WHAT YOU NEED TO DO
From the top of the entries, reproduce each line exactly, stopping after the line that contains "M1148 1529V1722L1133 1721Z". Omit pictures.

GIVEN DATA
- - -
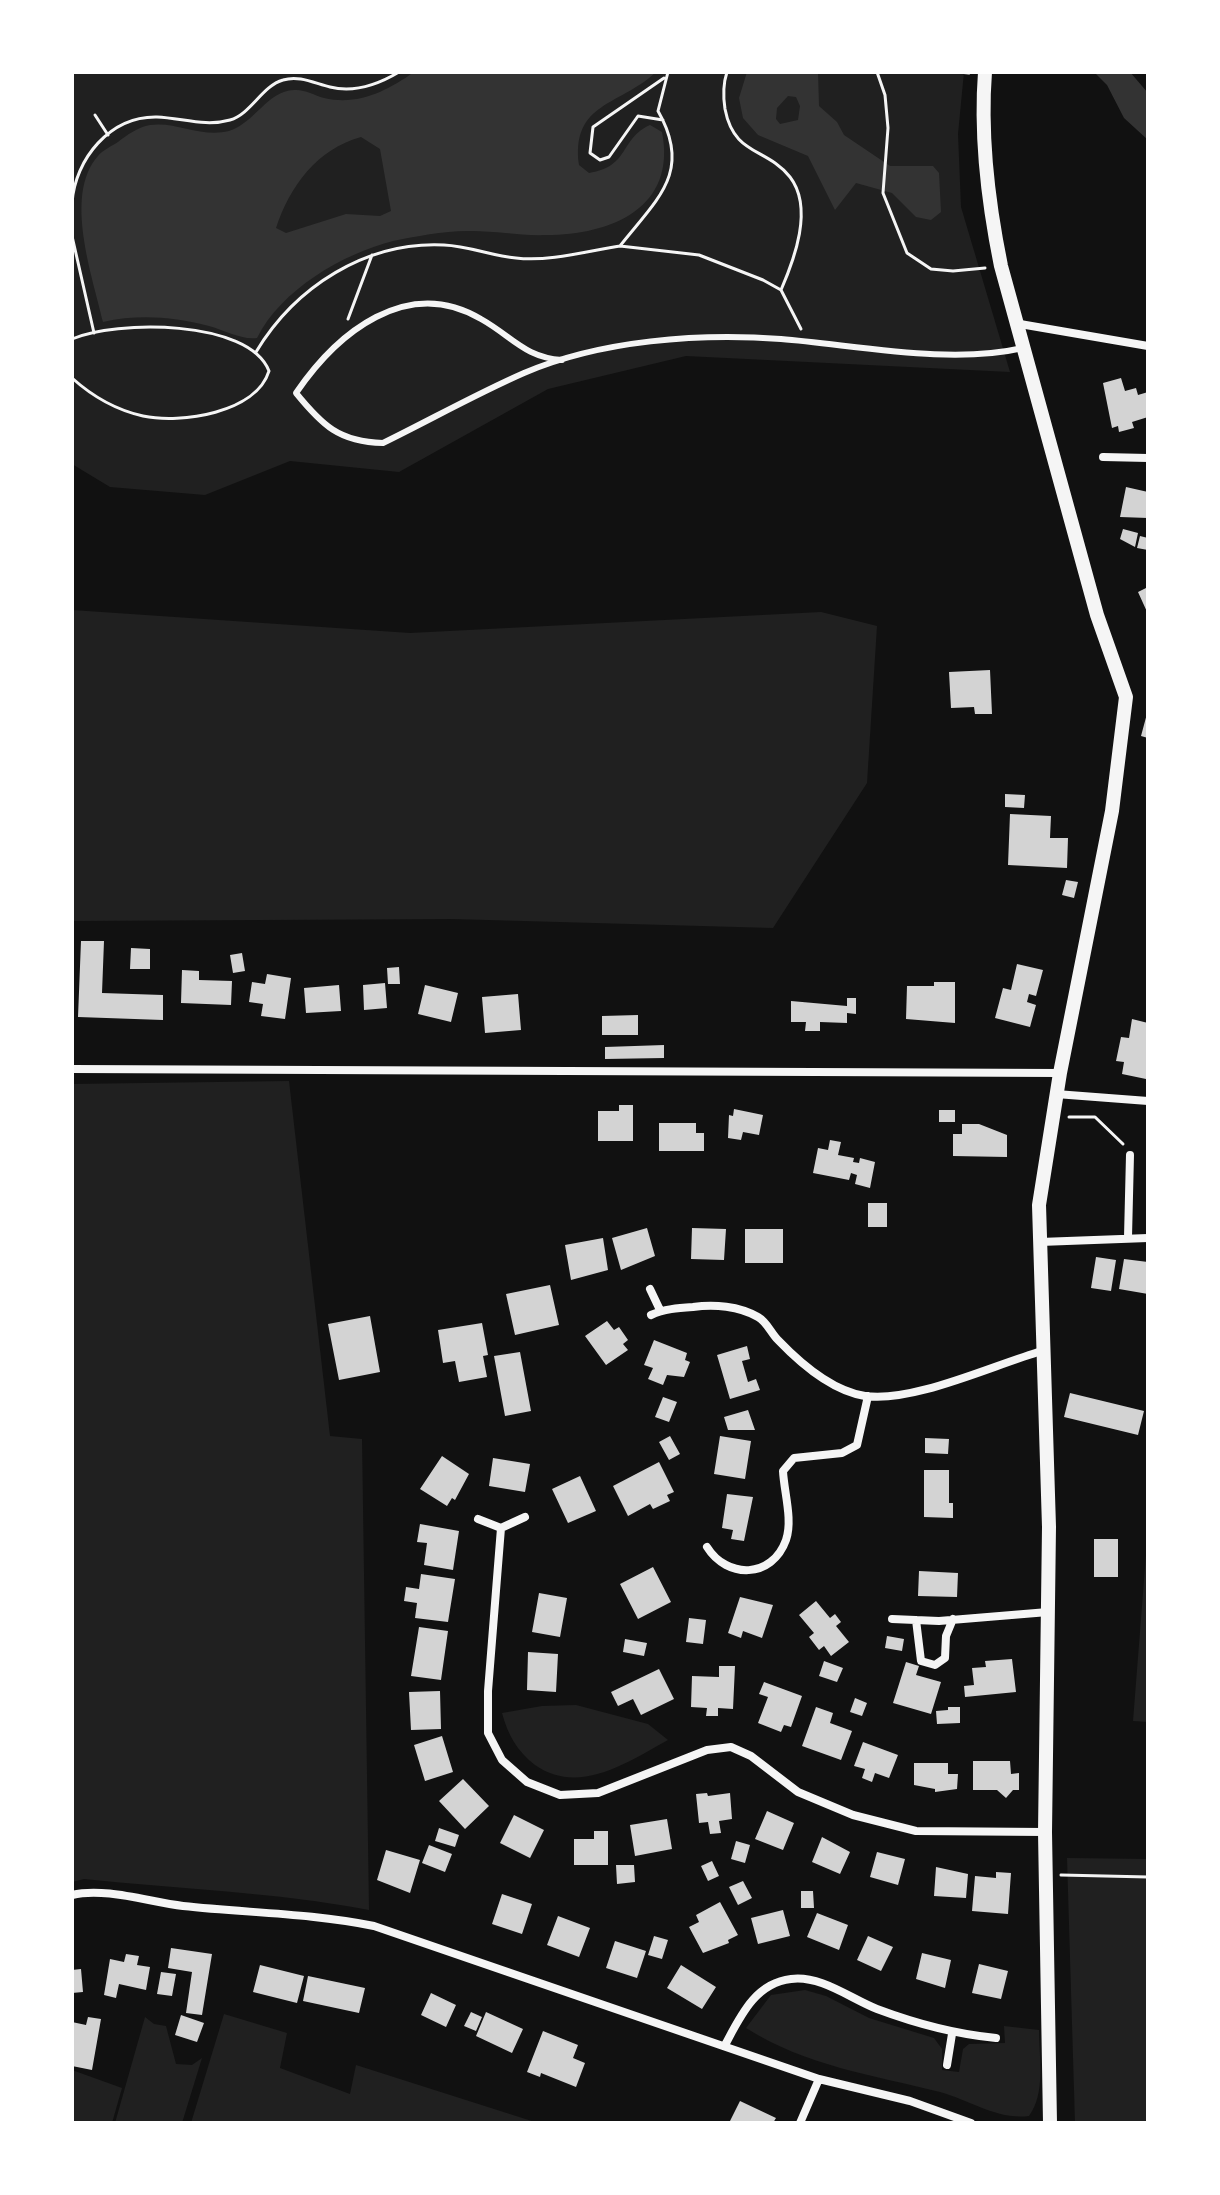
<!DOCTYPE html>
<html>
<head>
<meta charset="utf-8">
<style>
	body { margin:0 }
	#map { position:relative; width:1220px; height:2195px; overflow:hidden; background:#111; font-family:"Asap Condensed",sans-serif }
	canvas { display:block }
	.frame { position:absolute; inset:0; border:74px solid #fff; pointer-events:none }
</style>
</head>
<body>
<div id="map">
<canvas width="1220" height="2195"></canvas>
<div class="frame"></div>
</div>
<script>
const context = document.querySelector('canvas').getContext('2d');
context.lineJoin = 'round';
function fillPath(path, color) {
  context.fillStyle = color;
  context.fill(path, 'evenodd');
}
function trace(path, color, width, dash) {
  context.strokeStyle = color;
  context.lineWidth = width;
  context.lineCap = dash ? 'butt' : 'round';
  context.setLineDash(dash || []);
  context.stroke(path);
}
const green = new Path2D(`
	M72 72H964L958 134 961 207 1010 372 686 356 548 389 399 472 290 461 205 495 110 487 72 464Z
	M72 610 410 633 821 612 877 626 867 783 773 928 452 919 72 921Z
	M289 1081 330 1436 362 1439 369 1910C275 1892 179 1889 84 1879L72 1882V1084Z
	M1148 1529V1722L1133 1721Z
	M576 1705 648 1724 668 1740C628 1762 579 1796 535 1765 517 1751 508 1735 502 1713L542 1706Z
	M1067 1858 1148 1859V2123H1075Z
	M805 1990 826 1996 869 2018 934 2038 942 2049V2070L959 2072 963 2049 969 2044 1005 2043 1004 2026 1039 2030C1039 2058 1046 2093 1029 2116 997 2120 970 2100 940 2092 873 2075 806 2066 746 2028L771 1995Z
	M224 2014 287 2033 280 2068 350 2094 356 2065 538 2123H191Z
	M145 2017 154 2024 166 2026 176 2064 192 2065 202 2058 182 2123H115Z
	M72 2070 122 2088 112 2123H72Z`);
const water = new Path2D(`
	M414 72H656C620 106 571 102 579 165L589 173C631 166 619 139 650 125L662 132C677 208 611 235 546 235 521 236 497 231 472 231 448 230 417 236 393 241 342 254 281 290 257 338 241 340 224 330 209 326 173 317 139 314 103 322 93 277 63 195 98 156 103 150 112 146 118 142 127 135 138 127 150 125 176 121 201 138 229 131 255 123 267 91 294 90 304 89 314 95 324 98 358 106 387 91 414 72ZM361 137 380 149 391 211 380 216 346 214 286 233 276 228C290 186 317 149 361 137Z
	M747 72H818L819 106 837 122 844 135 890 166H933L939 173 941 212 931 220 916 217 892 193 856 183 835 210 808 156 758 135 743 118 739 98ZM788 96 796 97 800 106 798 120 780 124 776 119 777 108Z
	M1094 72H1130L1148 93V140L1124 118 1107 85Z`);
const building = new Path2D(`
	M1121 378 1125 391 1136 388 1138 395 1148 392V417L1132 422 1134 428 1119 432 1118 426 1112 428 1103 383Z
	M1126 487 1148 492V518L1120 517Z
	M1123 529 1138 533 1135 547 1120 539Z
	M1140 536 1148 538V550L1137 548Z
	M1148 587V614L1138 592Z
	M990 670 992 714H975L974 707 951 708 949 672Z
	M1148 710V738L1141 736Z
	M1005 794 1025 795 1024 808 1005 807Z
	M1010 814 1051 816 1050 838H1068L1067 868 1008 865Z
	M1066 880 1078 882 1074 898 1062 895Z
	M81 941H104L102 993 163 995V1020L78 1017Z
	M131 948 150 949V969H130Z
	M242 953 245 971 233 973 230 955Z
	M1017 964 1043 970 1036 996 1029 994 1027 1002 1036 1005 1030 1027 995 1018 1003 988 1011 990Z
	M399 967 400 984H388L387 968Z
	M182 970 199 971V980L232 981 231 1005 181 1003Z
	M267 974 291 978 285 1019 261 1016 263 1004 249 1002 252 982 265 984Z
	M934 982H955V1023L906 1019 907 986H934Z
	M385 983 387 1008 364 1010 363 985Z
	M339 985 341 1011 306 1013 304 988Z
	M425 985 458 993 451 1022 418 1014Z
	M518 994 521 1030 485 1033 482 997Z
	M847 998H856V1014L847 1013V1023L820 1022V1031H805L806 1022H791V1001L847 1006Z
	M638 1015V1035H602V1016Z
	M1132 1019 1148 1023 1146 1079 1122 1074 1124 1062 1116 1061 1121 1037 1129 1038Z
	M664 1045V1058L605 1059V1047Z
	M619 1105H633V1141H598V1111H619Z
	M734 1109 763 1115 759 1135 743 1132 741 1140 728 1138 729 1115 733 1116Z
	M939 1110H955V1122H939Z
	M659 1123H696V1133H704V1151H659Z
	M962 1124H979L1007 1135V1157L953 1156V1134H962Z
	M830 1140 841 1142 838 1155 854 1158 853 1162 859 1163 860 1158 875 1162 870 1188 855 1184 857 1175 851 1173 849 1180 813 1173 818 1148 828 1150Z
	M868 1203H887V1227H868Z
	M647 1228 655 1256 621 1270 612 1238Z
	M692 1228 726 1229 724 1260 691 1259Z
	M745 1229H783V1263H745Z
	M603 1238 608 1270 571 1280 565 1245Z
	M1096 1257 1116 1260 1111 1291 1091 1288Z
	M1124 1259 1148 1262V1294L1119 1289Z
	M550 1285 559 1325 515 1335 506 1294Z
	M370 1316 380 1372 339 1380 328 1324Z
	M607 1321 614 1330 619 1327 628 1340 623 1344 628 1350 606 1365 585 1336Z
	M482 1323 488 1355 483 1356 487 1377 459 1382 455 1361 443 1363 438 1330Z
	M654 1340 687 1353 685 1360 690 1362 684 1377 667 1375 663 1385 648 1379 653 1368 644 1365Z
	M747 1346 750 1359 742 1361 748 1382 756 1379 760 1390 730 1399 717 1355Z
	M520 1352 531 1411 505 1416 494 1356Z
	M1070 1393 1144 1411 1138 1435 1064 1417Z
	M663 1397 677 1402 669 1422 655 1417Z
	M748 1410 755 1430H728L724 1417Z
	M670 1436 680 1454 669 1460 659 1442Z
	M720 1436 751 1441 745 1479 714 1474Z
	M925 1438 949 1439 948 1454 925 1453Z
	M442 1456 469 1474 455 1500 452 1498 447 1506 420 1489Z
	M493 1458 530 1464 525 1492 489 1486Z
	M659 1462 674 1492 667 1495 670 1501 653 1509 650 1504 628 1516 613 1486Z
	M924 1470H949V1503H953V1518L924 1517Z
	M580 1476 596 1511 568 1523 552 1489Z
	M727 1494 753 1497 744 1541 731 1539 733 1530 722 1528Z
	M420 1524 459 1531 453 1570 424 1565 427 1543 417 1542Z
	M1094 1539H1118V1577H1094Z
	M653 1567 671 1602 638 1619 620 1584Z
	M919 1571 958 1573 957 1597 918 1596Z
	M421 1574 455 1579 448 1622 415 1618 417 1603 404 1601 406 1587 419 1589Z
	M539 1593 567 1598 560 1637 532 1632Z
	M740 1597 773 1605 762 1638 743 1631 741 1638 728 1633Z
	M816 1601 830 1618 835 1614 841 1622 836 1626 849 1642 831 1656 824 1646 819 1650 809 1637 814 1633 799 1615Z
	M689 1618 706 1620 703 1644 686 1642Z
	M419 1627 448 1631 441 1680 411 1676Z
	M887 1636 904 1639 902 1651 885 1648Z
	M625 1639 647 1643 644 1656 623 1652Z
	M528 1652 558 1654 556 1692 527 1690Z
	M1012 1659 1016 1692 965 1697 964 1686 974 1685 972 1668 986 1667 985 1661Z
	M824 1661 843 1668 837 1682 819 1676Z
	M906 1662 919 1666 916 1675 941 1682 931 1714 893 1703Z
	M719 1666H735L733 1709 718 1708V1716H706L707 1708 691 1707 692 1676 719 1677Z
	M659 1669 674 1699 641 1715 633 1699 618 1706 611 1692Z
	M764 1682 802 1696 791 1727 784 1725 781 1732 758 1723 768 1697 759 1694Z
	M440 1691 441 1729 411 1730 409 1692Z
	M855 1698 867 1703 862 1716 850 1712Z
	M816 1707 833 1713 830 1723 852 1731 841 1760 802 1746Z
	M948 1707H960V1723L937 1724 936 1711 948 1710Z
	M442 1736 453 1772 425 1781 414 1745Z
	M863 1742 898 1755 889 1778 875 1773 872 1782 862 1778 865 1769 854 1766Z
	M973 1761H1010L1011 1774 1019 1773V1790H1013L1006 1798 997 1790H973Z
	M914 1763H948V1774H958L957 1789 935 1792V1789L914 1785Z
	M463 1779 489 1806 465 1829 439 1801Z
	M707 1793 708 1796 730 1793 732 1819 719 1821 721 1833 710 1834 708 1822 699 1823 696 1794Z
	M767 1811 794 1823 783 1850 755 1839Z
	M514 1815 544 1830 530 1858 500 1843Z
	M667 1819 672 1849 635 1856 630 1825Z
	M439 1828 459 1835 455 1847 435 1841Z
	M594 1831H608V1865H574V1839H594Z
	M822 1837 850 1852 840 1874 812 1862Z
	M736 1841 750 1845 745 1863 731 1859Z
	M429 1845 452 1854 445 1872 422 1863Z
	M386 1850 420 1860 410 1893 377 1880Z
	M877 1852 905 1859 898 1885 870 1877Z
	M712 1861 719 1876 708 1881 701 1866Z
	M616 1865H634L635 1882 617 1884Z
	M936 1867 968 1874 966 1898 934 1896Z
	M996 1872 1011 1873 1008 1914 972 1911 975 1876 996 1878Z
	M743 1881 752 1898 738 1905 729 1887Z
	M801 1891H813L814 1908H801Z
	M502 1894 532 1904 522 1934 492 1924Z
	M720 1902 738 1935 728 1940 729 1943 703 1953 689 1927 699 1922 696 1915Z
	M783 1910 790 1936 758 1944 751 1918Z
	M817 1913 848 1925 839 1950 807 1937Z
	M558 1916 590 1928 579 1957 547 1945Z
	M654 1936 668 1940 662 1959 648 1955Z
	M868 1936 893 1947 881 1971 857 1960Z
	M615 1941 646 1951 637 1978 606 1968Z
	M171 1948 212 1954 202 2015 186 2013 192 1972 168 1968Z
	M922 1953 951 1960 945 1988 916 1979Z
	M126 1954 139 1956 137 1965 150 1967 146 1990 119 1984 116 1998 104 1995 110 1959 124 1962Z
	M979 1964 1008 1971 1001 1999 972 1993Z
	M260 1965 304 1976 297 2003 253 1992Z
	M681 1965 716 1987 702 2009 667 1988Z
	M81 1969 83 1992 72 1993V1970Z
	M161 1972 176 1974 172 1996 157 1994Z
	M308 1976 365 1988 359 2013 303 2001Z
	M431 1993 456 2005 446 2027 421 2015Z
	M471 2012 482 2017 476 2031 464 2026Z
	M486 2012 523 2029 512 2053 476 2036Z
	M181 2015 204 2023 197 2042 175 2035Z
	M88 2017 101 2019 92 2070 72 2066V2022L86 2025Z
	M543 2031 578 2045 573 2058 585 2063 576 2087 541 2073 540 2077 527 2072Z
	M740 2101 776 2118 773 2123H729Z`);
const path = new Path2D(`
	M727 72C723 84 723 96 725 109 734 156 766 147 790 177 814 208 794 260 781 290
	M877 72 885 95 888 128 883 193 907 253 931 269 953 271 985 268
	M958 72 969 73
	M95 115 108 135
	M663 120 638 116 609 157 600 160 590 153 593 127 664 78
	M72 203C75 159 110 116 157 117 182 118 205 127 230 120 251 114 262 86 283 80 299 75 314 83 330 87 354 93 379 84 399 72
	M72 236 94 333
	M620 246 699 255 763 280 781 290 801 329
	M348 319 372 255
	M72 339C115 320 249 319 269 371 256 413 181 424 143 416 116 410 92 396 72 378
	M256 352C295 287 366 241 444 245 469 246 492 256 516 258 549 262 588 251 620 246 657 199 693 172 658 111L668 72
	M1069 1117H1095L1123 1144
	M1061 1875 1148 1877`);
const service = new Path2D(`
	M562 360C524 357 513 337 481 319 407 275 337 333 296 393 322 425 339 442 383 443 430 420 476 394 524 373 601 340 699 333 781 339 856 345 949 365 1023 348`);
const minor = new Path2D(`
	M1020 324 1148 346
	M1103 457 1148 458
	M72 1069 1060 1073
	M1056 1094 1148 1101
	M1128 1237 1130 1155
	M1040 1242 1148 1238
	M650 1289 660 1310
	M651 1315C664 1309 678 1308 693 1307 714 1304 739 1306 758 1317 767 1322 771 1333 778 1340 800 1363 833 1391 865 1396 913 1403 993 1365 1042 1351
	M478 1519 501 1528 525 1517
	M501 1528 488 1691V1733L502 1760 527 1782 560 1795 598 1793 707 1750 731 1747 751 1756 798 1792 853 1815 916 1831 1045 1832
	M707 1547C727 1579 772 1579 786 1540 793 1520 784 1492 783 1471L794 1458 842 1453 857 1445 868 1396
	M892 1619 939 1621 1048 1612
	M916 1620 921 1661 935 1665 945 1658 946 1636 953 1619
	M72 1895C105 1887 149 1902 183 1906 247 1913 310 1913 374 1926L819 2079 910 2101 971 2123
	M725 2045C740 2017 755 1983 791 1979 821 1975 851 1999 877 2009 917 2024 954 2034 996 2038
	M947 2065 952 2034
	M800 2123 819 2079`);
const tertiary = new Path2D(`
	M985 72C980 137 988 202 1001 266L1097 615 1126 697 1112 811 1060 1073 1039 1205 1049 1527 1045 1832 1050 2123`);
fillPath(green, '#202020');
fillPath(water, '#333');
fillPath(building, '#d3d3d3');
trace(path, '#f5f5f5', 3);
trace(service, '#f5f5f5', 6);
trace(minor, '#f5f5f5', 8);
trace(tertiary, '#f5f5f5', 14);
</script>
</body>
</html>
- - -
RESPONSE TO THIS EXERCISE
<!DOCTYPE html>
<html>
<head>
<meta charset="utf-8">
<style>
	body { margin:0 }
	#map { position:relative; width:1220px; height:2195px; overflow:hidden; background:#111; font-family:"Asap Condensed",sans-serif }
	canvas { display:block }
	.frame { position:absolute; inset:0; border:74px solid #fff; pointer-events:none }
</style>
</head>
<body>
<div id="map">
<canvas width="1220" height="2195"></canvas>
<div class="frame"></div>
</div>
<script>
const context = document.querySelector('canvas').getContext('2d');
context.lineJoin = 'round';
function fillPath(path, color) {
  context.fillStyle = color;
  context.fill(path, 'evenodd');
}
function trace(path, color, width, dash) {
  context.strokeStyle = color;
  context.lineWidth = width;
  context.lineCap = dash ? 'butt' : 'round';
  context.setLineDash(dash || []);
  context.stroke(path);
}
const green = new Path2D(`
	M72 72H964L958 134 961 207 1010 372 686 356 548 389 399 472 290 461 205 495 110 487 72 464Z
	M72 610 410 633 821 612 877 626 867 783 773 928 452 919 72 921Z
	M289 1081 330 1436 362 1439 369 1910C275 1892 179 1889 84 1879L72 1882V1084Z
	M1148 1529V1722L1133 1721Z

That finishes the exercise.